How does llama-2-7b-chat-hf compare to ChatGPT and other models?

Llama-2-7b-chat-hf outperforms most open-source chat models in benchmarks and competes closely with popular closed-source models like ChatGPT and PaLM in terms of safety and helpfulness. However, it may not match the performance of ChatGPT in all scenarios, particularly in non-English languages or complex instruction-following tasks.

What are the intended uses for the llama-2-7b-chat-hf model?

The model is designed for commercial and research applications in English, excelling in assistant-like chat functionalities. While it's optimized for dialogue, the pretrained versions can be adapted for a wide range of natural language generation tasks.

What are the limitations of using llama-2-7b-chat-hf?

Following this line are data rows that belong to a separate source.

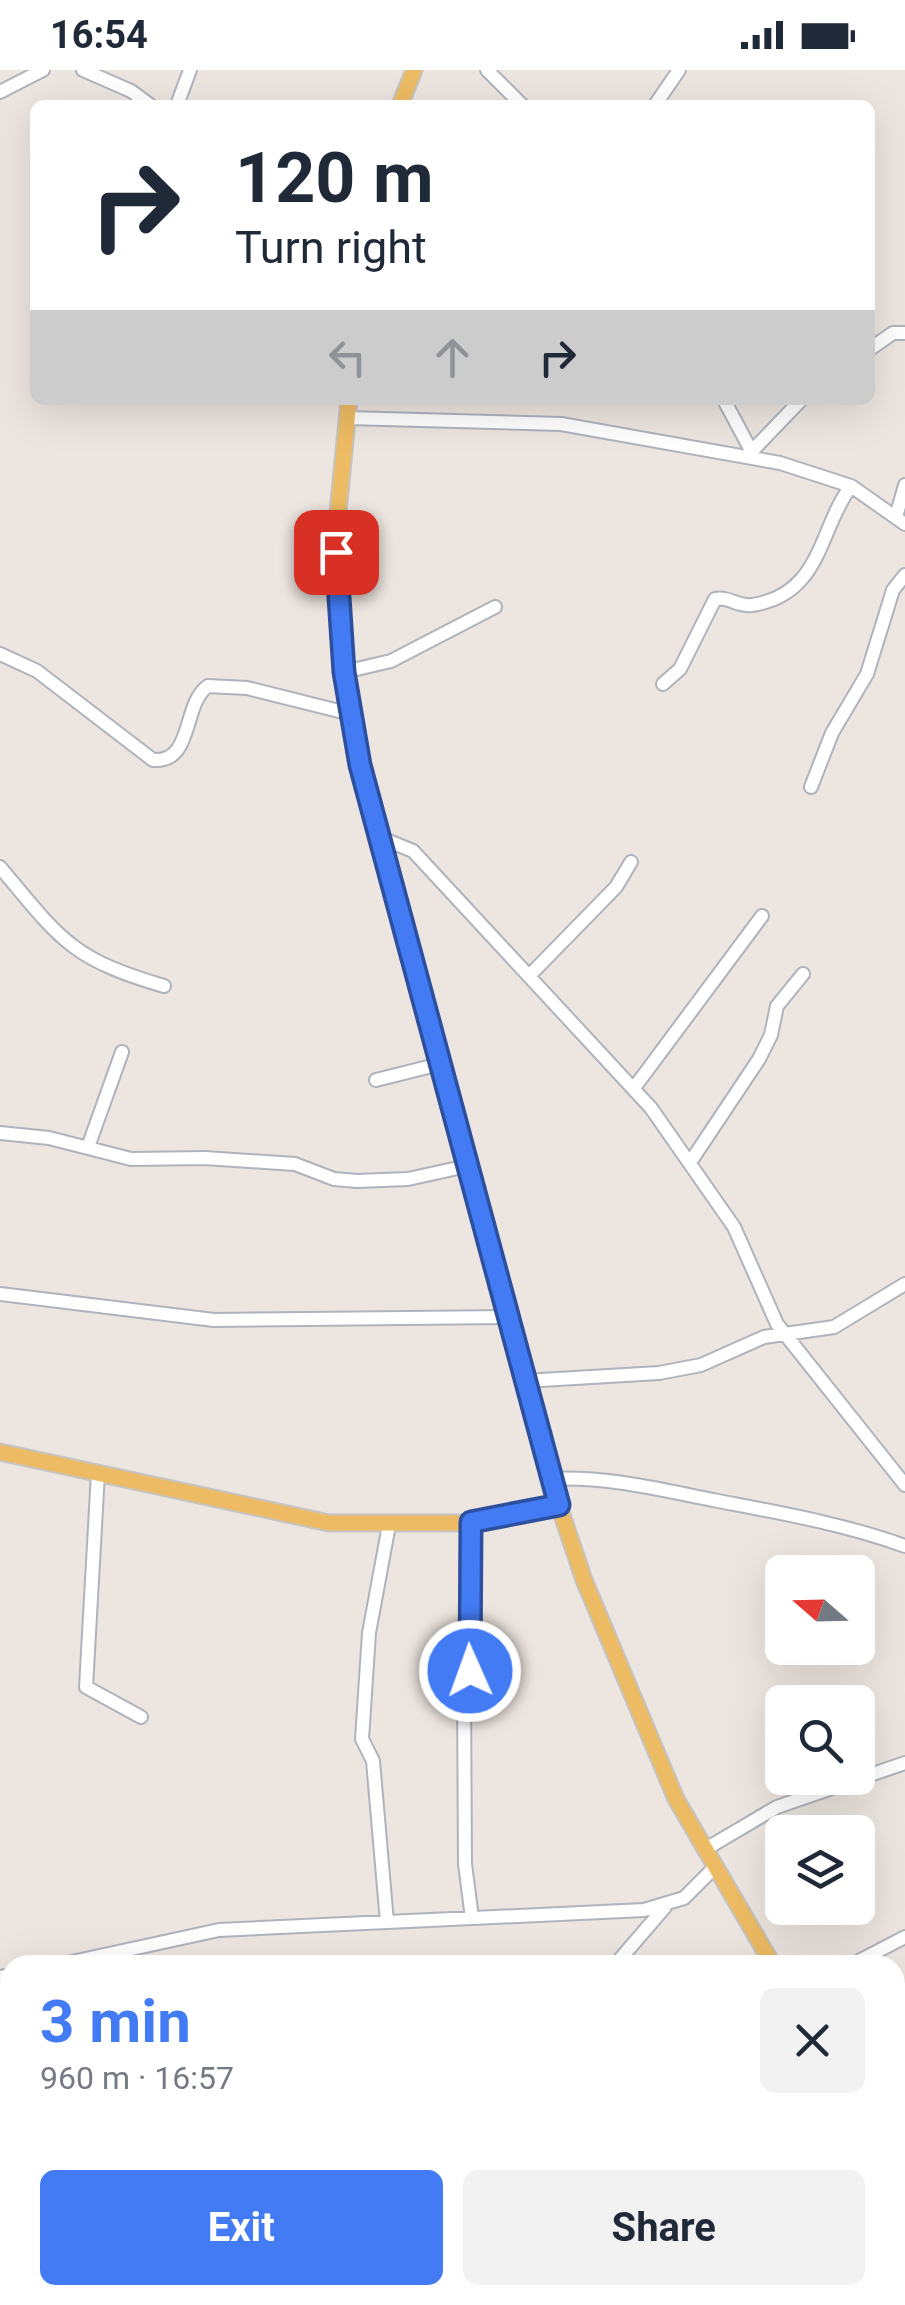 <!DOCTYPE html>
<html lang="en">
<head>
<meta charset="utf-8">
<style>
  body { margin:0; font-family:Roboto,sans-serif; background:#f2f2f3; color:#1f2937; height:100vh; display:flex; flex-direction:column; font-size:38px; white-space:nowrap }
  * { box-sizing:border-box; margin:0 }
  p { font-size:32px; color:#747a83 }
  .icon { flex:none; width:55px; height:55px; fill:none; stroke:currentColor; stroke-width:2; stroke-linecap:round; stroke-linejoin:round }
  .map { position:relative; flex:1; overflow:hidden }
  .panel { position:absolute; left:0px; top:1885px; width:905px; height:350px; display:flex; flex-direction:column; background:#fff; border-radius:30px 30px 0 0; box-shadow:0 10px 40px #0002 }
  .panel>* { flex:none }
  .hud { position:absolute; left:30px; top:30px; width:845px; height:305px; border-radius:15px; box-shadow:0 10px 40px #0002; background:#fff; color:#1f2937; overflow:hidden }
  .needle { width:65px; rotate:290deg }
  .buttons { position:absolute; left:765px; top:1485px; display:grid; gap:20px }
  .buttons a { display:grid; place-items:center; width:110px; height:110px; border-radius:15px; background:#fff; box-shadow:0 10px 40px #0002; font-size:50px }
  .pin { position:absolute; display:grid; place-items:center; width:85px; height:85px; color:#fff; margin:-42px; border-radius:20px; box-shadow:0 5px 15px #0006 }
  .me { position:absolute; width:110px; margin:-55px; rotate:358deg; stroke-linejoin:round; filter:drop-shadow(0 0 8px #0008) }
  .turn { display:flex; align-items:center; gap:35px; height:210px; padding:0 40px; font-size:45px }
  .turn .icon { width:130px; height:130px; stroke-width:2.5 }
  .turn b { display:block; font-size:70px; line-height:85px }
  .lanes { display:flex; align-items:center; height:95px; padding:0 40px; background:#0003; justify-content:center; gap:50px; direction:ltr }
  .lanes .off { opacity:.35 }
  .round { display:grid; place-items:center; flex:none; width:105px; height:105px; border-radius:15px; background:#f2f2f3 }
  .summary { display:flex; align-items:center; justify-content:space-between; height:170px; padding:0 40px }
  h1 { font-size:60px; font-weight:700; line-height:75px; color:#437bf5 }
  .primary-button { display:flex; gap:20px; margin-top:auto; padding:20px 40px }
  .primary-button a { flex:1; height:115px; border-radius:15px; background:#437bf5; color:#fff; font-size:40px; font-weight:700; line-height:115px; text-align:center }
  .primary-button a+a { background:#f2f2f3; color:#1f2937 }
  .status { display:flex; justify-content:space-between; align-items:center; height:70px; padding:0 50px; background:#fff; direction:ltr }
  .status svg { height:28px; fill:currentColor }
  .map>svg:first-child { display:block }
</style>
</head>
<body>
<div class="status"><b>16:54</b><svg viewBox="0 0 49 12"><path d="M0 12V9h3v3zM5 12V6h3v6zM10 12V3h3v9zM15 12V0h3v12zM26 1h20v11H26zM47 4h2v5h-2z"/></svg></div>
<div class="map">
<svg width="905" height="2235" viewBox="0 0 905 2235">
  <rect width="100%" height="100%" fill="#ede5df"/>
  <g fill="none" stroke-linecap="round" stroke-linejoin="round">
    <defs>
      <path id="minor" d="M83,0L131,21L150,35
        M487,0L522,35
        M0,22L43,0
        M177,35L190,0
        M655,35L679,0
        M870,279L893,263H905
        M724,330L754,386
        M347,348L561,354L780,393L851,416L905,454
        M752,381L801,330
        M896,447L905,415
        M0,584L37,601L153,690C194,693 182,634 208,616L247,618L351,644
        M344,602L391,591L495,537
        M663,614L680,599L715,529C728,526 738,537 752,535C822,525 819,458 851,416
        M811,717L832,663L867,604L893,520L905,505
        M379,767L413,781L651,1038L734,1157L777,1254L905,1415
        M0,797C60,869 71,889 164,916
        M529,906L616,817L631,792
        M376,1010L440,994
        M634,1018L762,846
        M0,1063L49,1068L131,1089L205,1088L295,1094L334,1109L357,1111L408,1109L467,1096
        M88,1077L122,982
        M691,1091L759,989L771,965L777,936L803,904
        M0,1224L214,1250L507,1247
        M524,1311L659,1303L701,1295L764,1267L834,1257L905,1214
        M98,1403L86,1617L141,1647
        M550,1409C609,1406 661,1420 718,1431C781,1443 844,1454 905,1476
        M471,1452V1583L464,1621L465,1794L472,1848
        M704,1780L777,1737L905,1693
        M387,1852L373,1691L362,1669L369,1563L389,1455
        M58,1895L219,1860L644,1840L684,1828L714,1798
        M615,1895L665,1837
        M851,1895L905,1867
        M0,1907L10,1905
        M895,2194L905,2179
        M614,2225L644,2235
        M244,2235L255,2225
        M715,2235L720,2225"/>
      <path id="major" d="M400,35L414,0
        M349,330L338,442L336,521L360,695L550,1409L584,1510L676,1729L773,1895
        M0,1382L329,1453H464L559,1435
        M895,2082L905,2097"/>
    </defs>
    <use href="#minor" stroke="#afb3bc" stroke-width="16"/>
    <use href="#major" stroke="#c4c4c4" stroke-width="19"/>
    <use href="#minor" stroke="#fff" stroke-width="12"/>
    <use href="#major" stroke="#edbb63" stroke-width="15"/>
  </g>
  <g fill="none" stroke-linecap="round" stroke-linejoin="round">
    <defs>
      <path id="route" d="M336,482L344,602L360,695L559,1435L471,1452L470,1601"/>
    </defs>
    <use href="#route" stroke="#2c509f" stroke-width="25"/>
    <use href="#route" stroke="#437bf5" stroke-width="18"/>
  </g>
</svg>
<div class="buttons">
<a><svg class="needle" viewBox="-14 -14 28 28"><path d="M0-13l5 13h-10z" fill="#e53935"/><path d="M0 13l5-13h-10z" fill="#747a83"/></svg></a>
<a><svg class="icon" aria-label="search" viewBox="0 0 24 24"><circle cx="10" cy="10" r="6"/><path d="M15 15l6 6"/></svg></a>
<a><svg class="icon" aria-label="layers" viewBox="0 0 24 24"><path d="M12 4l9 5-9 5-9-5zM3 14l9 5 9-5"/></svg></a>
</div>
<div class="pin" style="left:336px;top:482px;background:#d93025"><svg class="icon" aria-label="arrive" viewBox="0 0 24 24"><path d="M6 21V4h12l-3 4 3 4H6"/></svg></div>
<svg class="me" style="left:470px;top:1601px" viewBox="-20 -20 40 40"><circle r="17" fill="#437bf5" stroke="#fff" stroke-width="3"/><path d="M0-11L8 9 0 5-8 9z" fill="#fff"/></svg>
<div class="hud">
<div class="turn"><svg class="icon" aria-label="right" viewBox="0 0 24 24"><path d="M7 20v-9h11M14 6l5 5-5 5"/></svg><div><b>120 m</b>Turn right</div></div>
<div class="lanes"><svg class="icon off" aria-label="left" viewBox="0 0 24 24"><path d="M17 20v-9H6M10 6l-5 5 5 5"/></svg><svg class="icon off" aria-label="ahead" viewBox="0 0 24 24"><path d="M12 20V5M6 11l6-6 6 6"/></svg><svg class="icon" aria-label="right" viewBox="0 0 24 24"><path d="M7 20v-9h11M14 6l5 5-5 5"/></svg></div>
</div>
<section class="panel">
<div class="summary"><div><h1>3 min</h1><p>960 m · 16:57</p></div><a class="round"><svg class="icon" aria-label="close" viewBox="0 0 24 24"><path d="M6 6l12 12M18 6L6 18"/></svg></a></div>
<div class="primary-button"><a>Exit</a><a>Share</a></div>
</section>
</div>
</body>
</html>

The main limitations include its focus on English language, making it less suitable for other languages, and its usage being governed by a custom commercial license. Additionally, it might not perform as well in practice compared to some other models like ChatGPT, especially in languages other than English.

Can I use llama-2-7b-chat-hf for my project?

Yes, the llama-2-7b-chat-hf model is available for commercial and research use, particularly for those looking to incorporate chat functionalities into their applications. However, it is recommended for use in English language projects. For integrating this model into connectivity apps, platforms like Telnyx can be considered. For more information, visit Telnyx.

How do I get started with using the llama-2-7b-chat-hf model?

To start using the llama-2-7b-chat-hf model, you can access it through platforms that support its integration, such as Hugging Face or Telnyx for building it into connectivity applications. Ensure you review the model's license and capabilities to match your project's requirements.